I'm going to refrain from inputting sources and various denotative definitions, speaking only on my personal experiences.
1. intrusive thoughts and impulsiveness
a lot of "normal" people get random unwanted thoughts. like that little voice that says "throw your phone in the river" when walking across a bridge. these aren't necessarily intrusive. the main thing that separates these two experiences is intensity. my personal pattern of intrusive thoughts includes a lot of violence. for fear of stigma, I won't go into further detail. but often times, these intrusive thoughts develop into impulses. these are things I do without thinking them through. I don't think about consequences, I just act. my brain tells me to... let's say, scream. like blood curdling, someone's getting murdered, scream. I just do it.

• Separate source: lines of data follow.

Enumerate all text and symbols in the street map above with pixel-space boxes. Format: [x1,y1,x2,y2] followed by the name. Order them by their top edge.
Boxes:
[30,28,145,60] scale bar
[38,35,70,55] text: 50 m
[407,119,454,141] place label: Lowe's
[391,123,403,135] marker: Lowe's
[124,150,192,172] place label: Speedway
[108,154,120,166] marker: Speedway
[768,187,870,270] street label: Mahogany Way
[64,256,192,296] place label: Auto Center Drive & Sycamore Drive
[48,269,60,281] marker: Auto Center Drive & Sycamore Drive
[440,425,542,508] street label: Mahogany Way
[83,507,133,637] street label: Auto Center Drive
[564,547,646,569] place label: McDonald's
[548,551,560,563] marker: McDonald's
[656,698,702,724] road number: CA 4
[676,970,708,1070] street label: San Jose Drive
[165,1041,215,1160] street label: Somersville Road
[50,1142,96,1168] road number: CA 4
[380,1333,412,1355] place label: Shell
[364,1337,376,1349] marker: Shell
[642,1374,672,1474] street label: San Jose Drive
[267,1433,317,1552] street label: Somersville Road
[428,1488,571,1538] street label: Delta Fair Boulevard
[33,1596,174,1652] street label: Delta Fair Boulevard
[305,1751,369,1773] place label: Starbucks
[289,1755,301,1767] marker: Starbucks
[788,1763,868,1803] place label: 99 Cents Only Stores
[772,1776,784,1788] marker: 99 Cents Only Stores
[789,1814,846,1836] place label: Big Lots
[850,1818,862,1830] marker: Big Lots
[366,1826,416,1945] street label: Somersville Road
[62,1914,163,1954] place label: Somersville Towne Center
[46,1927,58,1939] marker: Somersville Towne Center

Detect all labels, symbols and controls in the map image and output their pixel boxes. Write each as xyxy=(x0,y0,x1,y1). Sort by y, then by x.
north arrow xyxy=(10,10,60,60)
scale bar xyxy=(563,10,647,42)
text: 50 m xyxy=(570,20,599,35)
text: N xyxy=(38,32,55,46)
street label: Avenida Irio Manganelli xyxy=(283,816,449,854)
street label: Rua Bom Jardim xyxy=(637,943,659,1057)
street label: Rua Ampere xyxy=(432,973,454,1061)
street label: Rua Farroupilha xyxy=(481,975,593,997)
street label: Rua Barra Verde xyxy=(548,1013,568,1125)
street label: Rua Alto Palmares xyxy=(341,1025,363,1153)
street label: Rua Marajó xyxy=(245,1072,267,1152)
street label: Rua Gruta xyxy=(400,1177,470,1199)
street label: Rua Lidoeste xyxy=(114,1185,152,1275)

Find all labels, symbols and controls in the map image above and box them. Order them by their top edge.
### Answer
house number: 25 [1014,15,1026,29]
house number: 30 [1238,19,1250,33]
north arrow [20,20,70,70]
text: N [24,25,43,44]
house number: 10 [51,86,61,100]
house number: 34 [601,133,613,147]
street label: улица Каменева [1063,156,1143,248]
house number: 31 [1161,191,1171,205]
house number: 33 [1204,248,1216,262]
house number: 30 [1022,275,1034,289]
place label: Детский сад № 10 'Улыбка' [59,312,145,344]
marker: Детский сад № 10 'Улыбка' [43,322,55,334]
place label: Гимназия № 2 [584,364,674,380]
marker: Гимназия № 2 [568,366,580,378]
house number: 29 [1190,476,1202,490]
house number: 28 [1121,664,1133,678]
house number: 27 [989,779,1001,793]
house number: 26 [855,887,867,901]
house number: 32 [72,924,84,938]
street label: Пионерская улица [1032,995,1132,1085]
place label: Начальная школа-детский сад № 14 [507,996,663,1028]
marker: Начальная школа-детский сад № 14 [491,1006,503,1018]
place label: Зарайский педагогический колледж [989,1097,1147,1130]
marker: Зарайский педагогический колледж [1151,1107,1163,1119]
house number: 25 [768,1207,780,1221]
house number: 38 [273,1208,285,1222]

my brain tells me to hurt myself. I don't know why. I do it without further questioning or examination. not even to just get my brain to shut up, necessarily. there are some persistent intrusive thoughts that never get acted on. but some of them do lead to action, even if they're the least persistent of the bunch
2. paranoia and psychosis
these aren't necessarily linked in the way intrusive thoughts and impulsiveness are, being that one can exist without the other (impulsiveness is always caused by an intrusive thought). but they very often go hand in hand, with paranoid thinking leading to psychotic symptoms. example: I am paranoid that my roommates are talking about me in the other room; I then begin to hear voices-- which may or may not belong to my roommates-- whispering unintelligibly
3. body, social, and mind dysphoria
https://imgur.com/vp1EjlA
dysphoria is something a lot of trans folk can relate to. but my dysphoria isn't exclusively tied to my gender. my dysphoria is invariably linked to my dissociation and depersonalization experience. this ties into my inability to connect with human beings.
I experience body dysphoria in that I despise basic bodily functions and necessities to keep the body alive. this includes consuming food stuffs, which ties into my experiences with disordered eating (y'all remember when I was anorexic? yeah, the thoughts haven't went away, but I'm doing better with my actions now). also can humans just... not... with the bathroom thing. like is it absolutely necessary to piss and shit all the goddamn time.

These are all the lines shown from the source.